**Entries provided:**
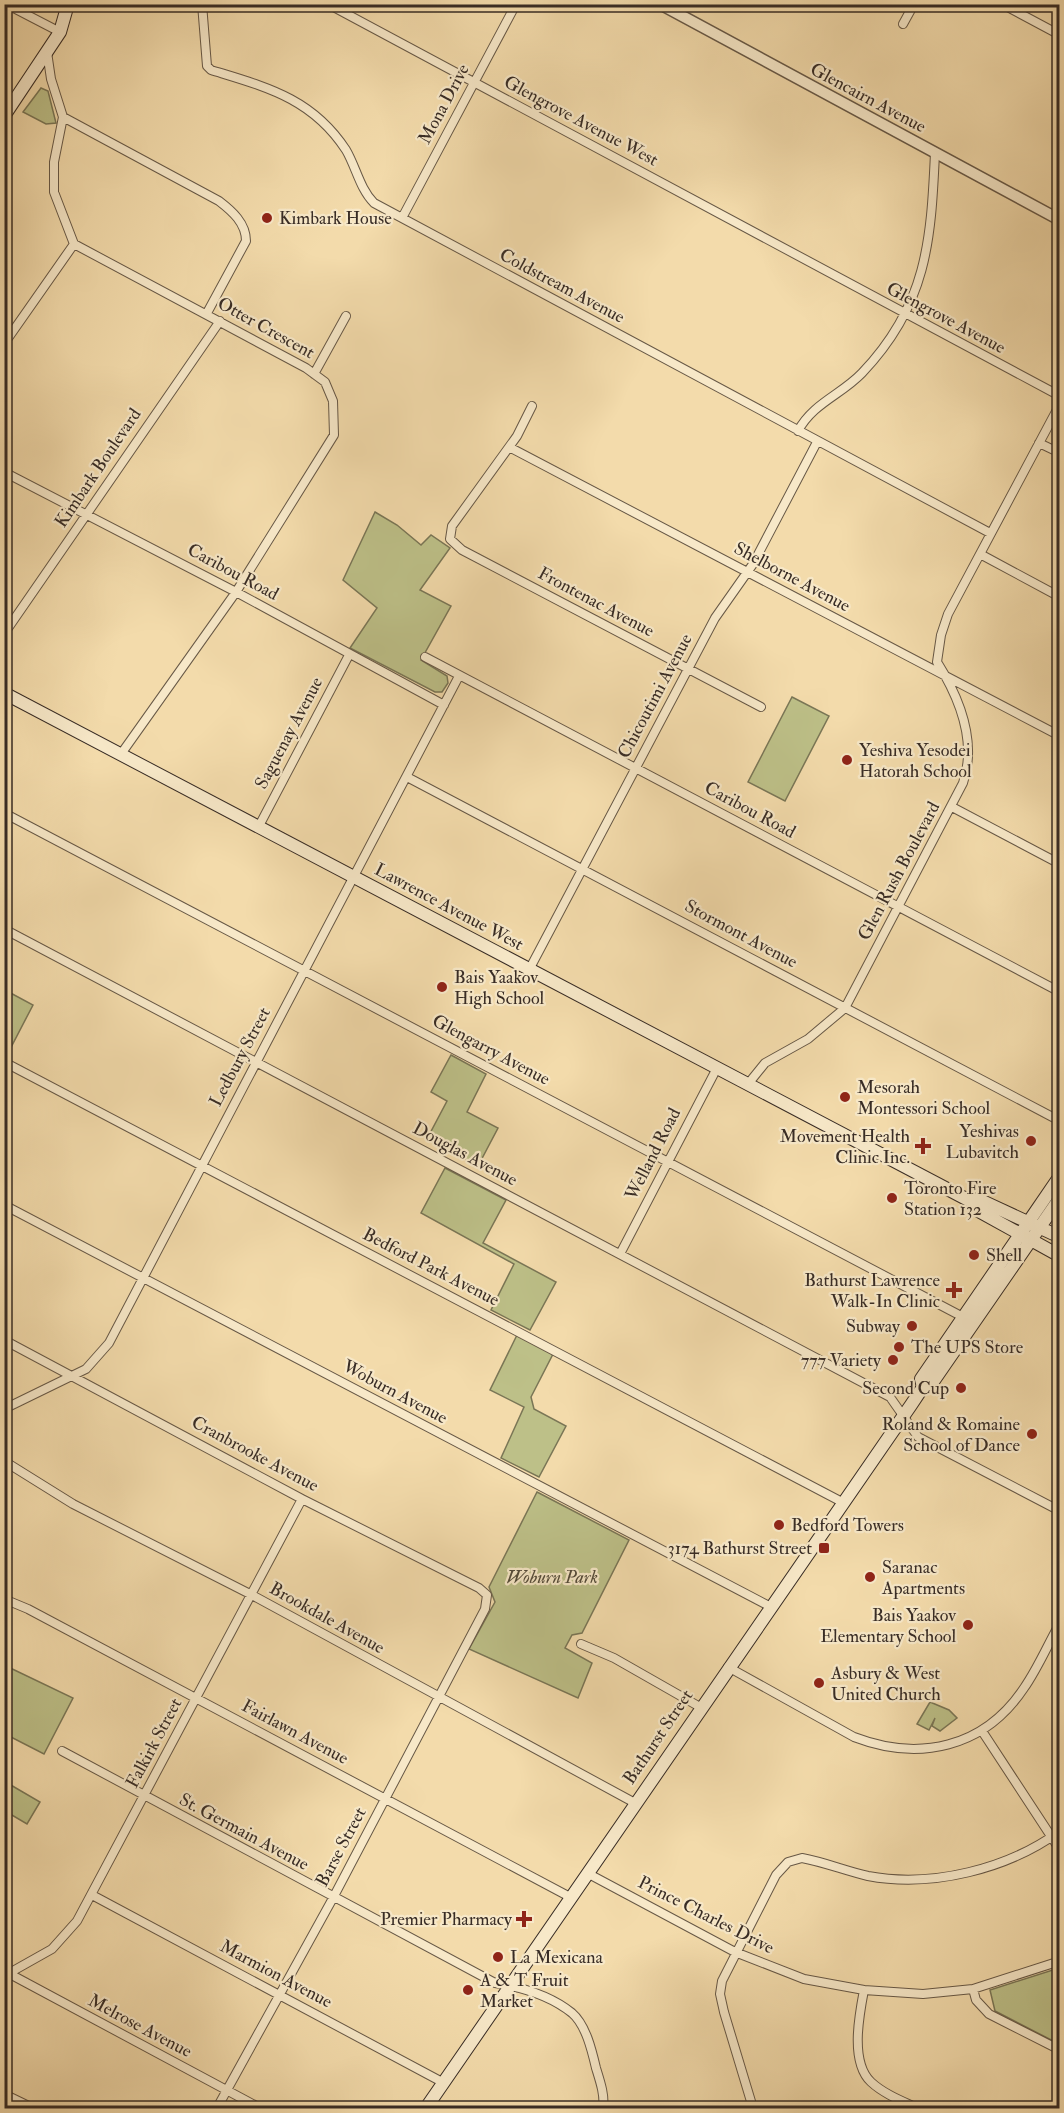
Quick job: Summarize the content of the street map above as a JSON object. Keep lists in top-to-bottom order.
{
  "streets": {
    "main road": ["Lawrence Avenue West", "Bathurst Street"],
    "street": [
      "Glencairn Avenue",
      "Mona Drive",
      "Glengrove Avenue West",
      "Coldstream Avenue",
      "Glengrove Avenue",
      "Otter Crescent",
      "Kimbark Boulevard",
      "Caribou Road",
      "Shelborne Avenue",
      "Frontenac Avenue",
      "Chicoutimi Avenue",
      "Saguenay Avenue",
      "Glen Rush Boulevard",
      "Stormont Avenue",
      "Glengarry Avenue",
      "Ledbury Street",
      "Douglas Avenue",
      "Welland Road",
      "Bedford Park Avenue",
      "Woburn Avenue",
      "Cranbrooke Avenue",
      "Brookdale Avenue",
      "Fairlawn Avenue",
      "Falkirk Street",
      "St. Germain Avenue",
      "Barse Street",
      "Prince Charles Drive",
      "Marmion Avenue",
      "Melrose Avenue"
    ]
  },
  "crossings": [
    ["Mona Drive", "Glengrove Avenue West"],
    ["Mona Drive", "Coldstream Avenue"],
    ["Glengrove Avenue West", "Glengrove Avenue"],
    ["Coldstream Avenue", "Chicoutimi Avenue"],
    ["Coldstream Avenue", "Glen Rush Boulevard"],
    ["Otter Crescent", "Kimbark Boulevard"],
    ["Otter Crescent", "Caribou Road"],
    ["Otter Crescent", "Lawrence Avenue West"],
    ["Kimbark Boulevard", "Caribou Road"],
    ["Caribou Road", "Chicoutimi Avenue"],
    ["Caribou Road", "Saguenay Avenue"],
    ["Caribou Road", "Glen Rush Boulevard"],
    ["Caribou Road", "Ledbury Street"],
    ["Shelborne Avenue", "Frontenac Avenue"],
    ["Shelborne Avenue", "Chicoutimi Avenue"],
    ["Shelborne Avenue", "Glen Rush Boulevard"],
    ["Frontenac Avenue", "Chicoutimi Avenue"],
    ["Chicoutimi Avenue", "Lawrence Avenue West"],
    ["Chicoutimi Avenue", "Stormont Avenue"],
    ["Saguenay Avenue", "Lawrence Avenue West"],
    ["Glen Rush Boulevard", "Lawrence Avenue West"],
    ["Glen Rush Boulevard", "Stormont Avenue"],
    ["Lawrence Avenue West", "Ledbury Street"],
    ["Lawrence Avenue West", "Welland Road"],
    ["Lawrence Avenue West", "Bathurst Street"],
    ["Stormont Avenue", "Ledbury Street"],
    ["Glengarry Avenue", "Ledbury Street"],
    ["Glengarry Avenue", "Welland Road"],
    ["Glengarry Avenue", "Bathurst Street"],
    ["Ledbury Street", "Douglas Avenue"],
    ["Ledbury Street", "Bedford Park Avenue"],
    ["Ledbury Street", "Woburn Avenue"],
    ["Ledbury Street", "Cranbrooke Avenue"],
    ["Douglas Avenue", "Welland Road"],
    ["Douglas Avenue", "Bathurst Street"],
    ["Bedford Park Avenue", "Bathurst Street"],
    ["Woburn Avenue", "Bathurst Street"],
    ["Cranbrooke Avenue", "Falkirk Street"],
    ["Cranbrooke Avenue", "Barse Street"],
    ["Brookdale Avenue", "Bathurst Street"],
    ["Brookdale Avenue", "Falkirk Street"],
    ["Brookdale Avenue", "Barse Street"],
    ["Fairlawn Avenue", "Bathurst Street"],
    ["Fairlawn Avenue", "Falkirk Street"],
    ["Fairlawn Avenue", "Barse Street"],
    ["Bathurst Street", "St. Germain Avenue"],
    ["Bathurst Street", "Prince Charles Drive"],
    ["Bathurst Street", "Marmion Avenue"],
    ["Falkirk Street", "St. Germain Avenue"],
    ["Falkirk Street", "Marmion Avenue"],
    ["Falkirk Street", "Melrose Avenue"],
    ["St. Germain Avenue", "Barse Street"],
    ["Barse Street", "Marmion Avenue"],
    ["Barse Street", "Melrose Avenue"]
  ],
  "parks": ["Woburn Park"],
  "places": {
    "other": [
      "Kimbark House",
      "Yeshiva Yesodei Hatorah School",
      "Bais Yaakov High School",
      "Mesorah Montessori School",
      "Yeshivas Lubavitch",
      "Toronto Fire Station 132",
      "Shell",
      "Subway",
      "The UPS Store",
      "777 Variety",
      "Second Cup",
      "Roland & Romaine School of Dance",
      "Bedford Towers",
      "Saranac Apartments",
      "Bais Yaakov Elementary School",
      "Asbury & West United Church",
      "La Mexicana",
      "A & T Fruit Market"
    ],
    "health": ["Movement Health Clinic Inc.", "Bathurst Lawrence Walk-In Clinic", "Premier Pharmacy"],
    "transit": ["3174 Bathurst Street"]
  }
}
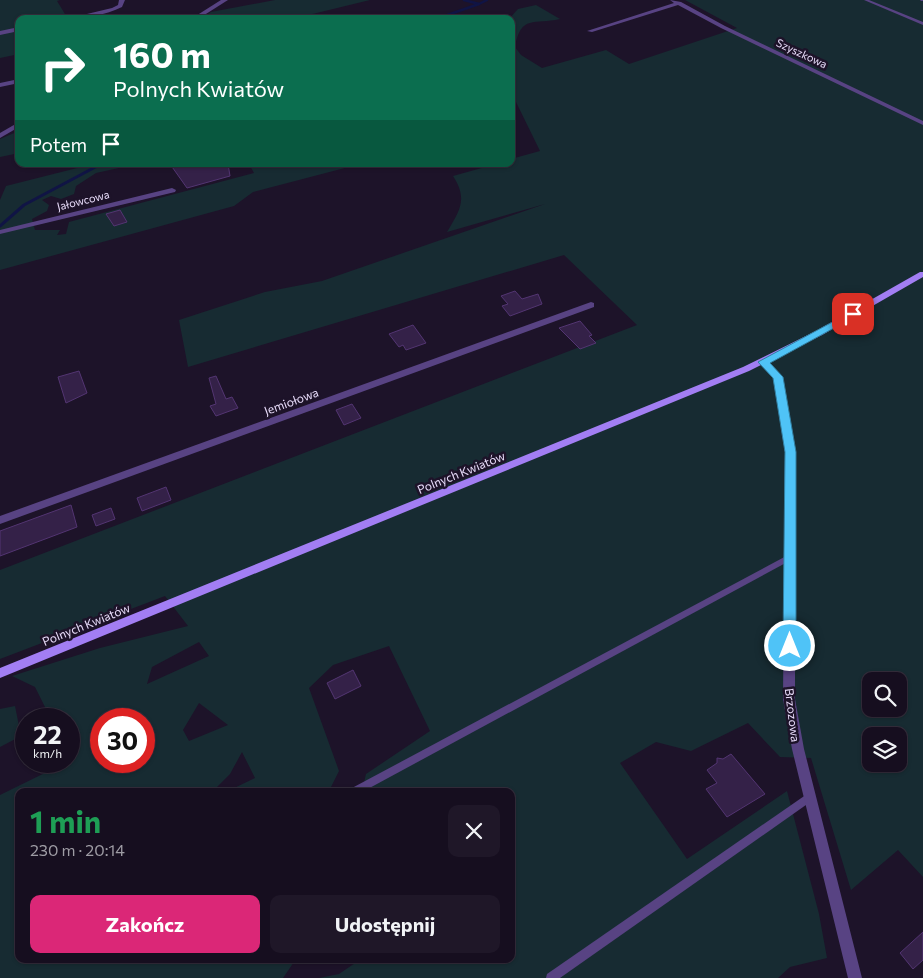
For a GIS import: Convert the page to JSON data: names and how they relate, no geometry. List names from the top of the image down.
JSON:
{
  "streets": {
    "street": [
      "Szyszkowa",
      "Jałowcowa",
      "Jemiołowa",
      "Polnych Kwiatów",
      "Brzozowa"
    ]
  },
  "crossings": [
    ["Polnych Kwiatów", "Brzozowa"]
  ],
  "page": {
    "turn": ["160 m", "Polnych Kwiatów"],
    "then": "Potem",
    "speed": "22 km/h",
    "limit": "30",
    "heading": ["1 min", "230 m · 20:14"],
    "buttons": ["Zakończ", "Udostępnij"]
  }
}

**Task prompt:** The data above are to be repeated word for word, with any pictures left out.

**Response to the task:**
Quick job: Summarize the content of the street map above as a JSON object. Keep lists in top-to-bottom order.
{
  "streets": {
    "main road": ["Lawrence Avenue West", "Bathurst Street"],
    "street": [
      "Glencairn Avenue",
      "Mona Drive",
      "Glengrove Avenue West",
      "Coldstream Avenue",
      "Glengrove Avenue",
      "Otter Crescent",
      "Kimbark Boulevard",
      "Caribou Road",
      "Shelborne Avenue",
      "Frontenac Avenue",
      "Chicoutimi Avenue",
      "Saguenay Avenue",
      "Glen Rush Boulevard",
      "Stormont Avenue",
      "Glengarry Avenue",
      "Ledbury Street",
      "Douglas Avenue",
      "Welland Road",
      "Bedford Park Avenue",
      "Woburn Avenue",
      "Cranbrooke Avenue",
      "Brookdale Avenue",
      "Fairlawn Avenue",
      "Falkirk Street",
      "St. Germain Avenue",
      "Barse Street",
      "Prince Charles Drive",
      "Marmion Avenue",
      "Melrose Avenue"
    ]
  },
  "crossings": [
    ["Mona Drive", "Glengrove Avenue West"],
    ["Mona Drive", "Coldstream Avenue"],
    ["Glengrove Avenue West", "Glengrove Avenue"],
    ["Coldstream Avenue", "Chicoutimi Avenue"],
    ["Coldstream Avenue", "Glen Rush Boulevard"],
    ["Otter Crescent", "Kimbark Boulevard"],
    ["Otter Crescent", "Caribou Road"],
    ["Otter Crescent", "Lawrence Avenue West"],
    ["Kimbark Boulevard", "Caribou Road"],
    ["Caribou Road", "Chicoutimi Avenue"],
    ["Caribou Road", "Saguenay Avenue"],
    ["Caribou Road", "Glen Rush Boulevard"],
    ["Caribou Road", "Ledbury Street"],
    ["Shelborne Avenue", "Frontenac Avenue"],
    ["Shelborne Avenue", "Chicoutimi Avenue"],
    ["Shelborne Avenue", "Glen Rush Boulevard"],
    ["Frontenac Avenue", "Chicoutimi Avenue"],
    ["Chicoutimi Avenue", "Lawrence Avenue West"],
    ["Chicoutimi Avenue", "Stormont Avenue"],
    ["Saguenay Avenue", "Lawrence Avenue West"],
    ["Glen Rush Boulevard", "Lawrence Avenue West"],
    ["Glen Rush Boulevard", "Stormont Avenue"],
    ["Lawrence Avenue West", "Ledbury Street"],
    ["Lawrence Avenue West", "Welland Road"],
    ["Lawrence Avenue West", "Bathurst Street"],
    ["Stormont Avenue", "Ledbury Street"],
    ["Glengarry Avenue", "Ledbury Street"],
    ["Glengarry Avenue", "Welland Road"],
    ["Glengarry Avenue", "Bathurst Street"],
    ["Ledbury Street", "Douglas Avenue"],
    ["Ledbury Street", "Bedford Park Avenue"],
    ["Ledbury Street", "Woburn Avenue"],
    ["Ledbury Street", "Cranbrooke Avenue"],
    ["Douglas Avenue", "Welland Road"],
    ["Douglas Avenue", "Bathurst Street"],
    ["Bedford Park Avenue", "Bathurst Street"],
    ["Woburn Avenue", "Bathurst Street"],
    ["Cranbrooke Avenue", "Falkirk Street"],
    ["Cranbrooke Avenue", "Barse Street"],
    ["Brookdale Avenue", "Bathurst Street"],
    ["Brookdale Avenue", "Falkirk Street"],
    ["Brookdale Avenue", "Barse Street"],
    ["Fairlawn Avenue", "Bathurst Street"],
    ["Fairlawn Avenue", "Falkirk Street"],
    ["Fairlawn Avenue", "Barse Street"],
    ["Bathurst Street", "St. Germain Avenue"],
    ["Bathurst Street", "Prince Charles Drive"],
    ["Bathurst Street", "Marmion Avenue"],
    ["Falkirk Street", "St. Germain Avenue"],
    ["Falkirk Street", "Marmion Avenue"],
    ["Falkirk Street", "Melrose Avenue"],
    ["St. Germain Avenue", "Barse Street"],
    ["Barse Street", "Marmion Avenue"],
    ["Barse Street", "Melrose Avenue"]
  ],
  "parks": ["Woburn Park"],
  "places": {
    "other": [
      "Kimbark House",
      "Yeshiva Yesodei Hatorah School",
      "Bais Yaakov High School",
      "Mesorah Montessori School",
      "Yeshivas Lubavitch",
      "Toronto Fire Station 132",
      "Shell",
      "Subway",
      "The UPS Store",
      "777 Variety",
      "Second Cup",
      "Roland & Romaine School of Dance",
      "Bedford Towers",
      "Saranac Apartments",
      "Bais Yaakov Elementary School",
      "Asbury & West United Church",
      "La Mexicana",
      "A & T Fruit Market"
    ],
    "health": ["Movement Health Clinic Inc.", "Bathurst Lawrence Walk-In Clinic", "Premier Pharmacy"],
    "transit": ["3174 Bathurst Street"]
  }
}
For a GIS import: Convert the page to JSON data: names and how they relate, no geometry. List names from the top of the image down.
JSON:
{
  "streets": {
    "street": [
      "Szyszkowa",
      "Jałowcowa",
      "Jemiołowa",
      "Polnych Kwiatów",
      "Brzozowa"
    ]
  },
  "crossings": [
    ["Polnych Kwiatów", "Brzozowa"]
  ],
  "page": {
    "turn": ["160 m", "Polnych Kwiatów"],
    "then": "Potem",
    "speed": "22 km/h",
    "limit": "30",
    "heading": ["1 min", "230 m · 20:14"],
    "buttons": ["Zakończ", "Udostępnij"]
  }
}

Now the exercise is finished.